904516_10152349987996351_6570523921534001979_oPlusieurs extraits du texte nous interpellent. Dans son ton général, il est curieux de constater qu’il se dégagerait un consensus masculin, entre « gentlemen urbains », que les filles ne verront rien à la ruse et se laisseront duper. On dirait qu’il s’agit d’un récit de chasse où des conseils universels sont partagés afin de prendre la petite biche innocente au piège. C’est le même pattern, digne d’une mauvaise comédie américaine, qui se répète : alors que la femme aime le sexe, elle a la fâcheuse habitude d’être affectueuse. Combien de fois nous a-t-on répété que les «filles» cherchaient le prince charmant alors que les hommes voulaient multiplier les conquêtes? Alors que Ton Barbier est une plateforme intéressante, l’on constate que ce texte en particulier ne fait que véhiculer des idées rétrogrades. L’auteur semble croire que la bonne conscience s’achète tout simplement à coup de croissants et de jolis cafés. Plutôt que de vouloir traiter la « demoiselle » avec honnêté, l’auteur affirme pourtant vouloir seulement en créer l’illusion. À quoi bon être respectueux si l’on peut seulement faire semblant de l’être, elle n’y verra que de la poudre aux yeux! Cela fera une bonne histoire à raconter à ses wing men en bombant le torse, ou encore à son barbier lors du prochain rendez-vous.

 

Il semble que pour l’auteur, pour être un gentleman ou, dans un language plus moderne, un homme décent et respectueux, il suffit de fréquenter de beaux endroits, de prendre les décisions lorsque vient le temps de choisir un restaurant, d’ouvrir la porte et de payer l’addition: « après tout, tu vas quand même payer pour elle une dernière fois, non?». Il lui coûterait résolument moins cher de simplement clarifier les termes de la relation plutôt que d’attendre qu’elle occupe un peu trop de place autour de son lavabo et ensuite devoir la crisser-là en grandes pompes dans Outremont.
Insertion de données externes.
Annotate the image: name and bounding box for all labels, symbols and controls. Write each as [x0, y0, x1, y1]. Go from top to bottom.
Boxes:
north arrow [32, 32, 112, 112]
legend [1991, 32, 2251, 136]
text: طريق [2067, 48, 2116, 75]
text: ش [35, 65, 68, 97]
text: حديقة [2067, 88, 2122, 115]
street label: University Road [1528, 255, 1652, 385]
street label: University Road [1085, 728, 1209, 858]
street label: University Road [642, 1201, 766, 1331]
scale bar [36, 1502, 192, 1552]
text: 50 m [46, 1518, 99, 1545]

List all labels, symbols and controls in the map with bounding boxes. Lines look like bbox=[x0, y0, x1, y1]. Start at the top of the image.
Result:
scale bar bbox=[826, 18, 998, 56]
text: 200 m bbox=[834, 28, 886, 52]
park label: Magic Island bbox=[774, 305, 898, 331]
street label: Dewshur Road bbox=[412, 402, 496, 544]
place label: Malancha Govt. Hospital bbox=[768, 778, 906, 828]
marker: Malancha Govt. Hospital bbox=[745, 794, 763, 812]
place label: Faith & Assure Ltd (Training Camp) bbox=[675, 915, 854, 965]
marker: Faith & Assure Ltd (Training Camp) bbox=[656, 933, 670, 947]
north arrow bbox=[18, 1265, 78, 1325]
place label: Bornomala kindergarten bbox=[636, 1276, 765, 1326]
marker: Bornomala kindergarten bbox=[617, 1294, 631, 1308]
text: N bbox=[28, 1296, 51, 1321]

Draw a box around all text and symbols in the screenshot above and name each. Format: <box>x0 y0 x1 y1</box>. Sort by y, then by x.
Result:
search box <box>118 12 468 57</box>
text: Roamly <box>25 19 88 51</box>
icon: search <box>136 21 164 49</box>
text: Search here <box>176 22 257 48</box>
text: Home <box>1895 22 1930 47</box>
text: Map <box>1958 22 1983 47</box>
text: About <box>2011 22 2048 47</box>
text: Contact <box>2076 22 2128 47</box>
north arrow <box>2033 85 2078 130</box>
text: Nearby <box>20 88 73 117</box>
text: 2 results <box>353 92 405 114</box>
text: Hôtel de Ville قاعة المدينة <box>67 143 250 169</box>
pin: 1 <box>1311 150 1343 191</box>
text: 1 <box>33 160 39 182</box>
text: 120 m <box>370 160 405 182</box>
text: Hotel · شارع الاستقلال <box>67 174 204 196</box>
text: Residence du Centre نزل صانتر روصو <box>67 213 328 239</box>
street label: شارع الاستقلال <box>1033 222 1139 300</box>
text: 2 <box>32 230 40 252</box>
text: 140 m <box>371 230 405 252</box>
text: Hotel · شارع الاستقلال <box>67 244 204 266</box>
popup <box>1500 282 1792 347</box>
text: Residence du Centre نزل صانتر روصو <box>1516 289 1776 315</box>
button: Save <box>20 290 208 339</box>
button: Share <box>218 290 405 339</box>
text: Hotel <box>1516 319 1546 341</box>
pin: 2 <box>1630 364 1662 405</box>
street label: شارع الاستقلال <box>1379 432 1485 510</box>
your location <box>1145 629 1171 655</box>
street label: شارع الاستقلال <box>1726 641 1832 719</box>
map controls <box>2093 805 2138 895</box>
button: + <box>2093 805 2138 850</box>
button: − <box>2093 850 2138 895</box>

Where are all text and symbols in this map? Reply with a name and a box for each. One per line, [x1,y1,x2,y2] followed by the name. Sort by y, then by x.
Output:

Remarquons que le texte se veut à la base une critique de la Croissanterie Le Figaro, pourtant, au sujet de la nourriture, l’on nous apprend uniquement que les croissants sont au beurre.

 

Ce qui est nocif dans ce texte, ce n’est pas que l’auteur veule fréquenter sans attaches ou se sortir d’une relation qui ne lui convient plus. C’est plutôt la façon dont il procède pour arriver à ses fins et le fait qu’il se vante de ne pas respecter la « demoiselle » en question : « et tu verras, plusieurs années plus tard, dans ses souvenirs du moment, cette fille aura quand même l’impression d’avoir été traitée avec respect.» De plus, le stéréotype du mec-qui-veut-baiser et de la fille-qui-tombe-en-amour est véhiculé à tour de bras. L’article est avant tout un exemple parfait de sexisme ordinaire. En banalisant le manque de respect sous le couvert de l’humour et en appelant à prendre le tout au second degré, l’on normalise un comportement qui est à la base extrêmement problématique, en plus de reproduire des inégalités basées sur des valeurs dépassées.

 


 

1La page d’Alejandro

2 – Les commentaires sur la page Facebook Ton Barbier ont été effacés mercredi soir.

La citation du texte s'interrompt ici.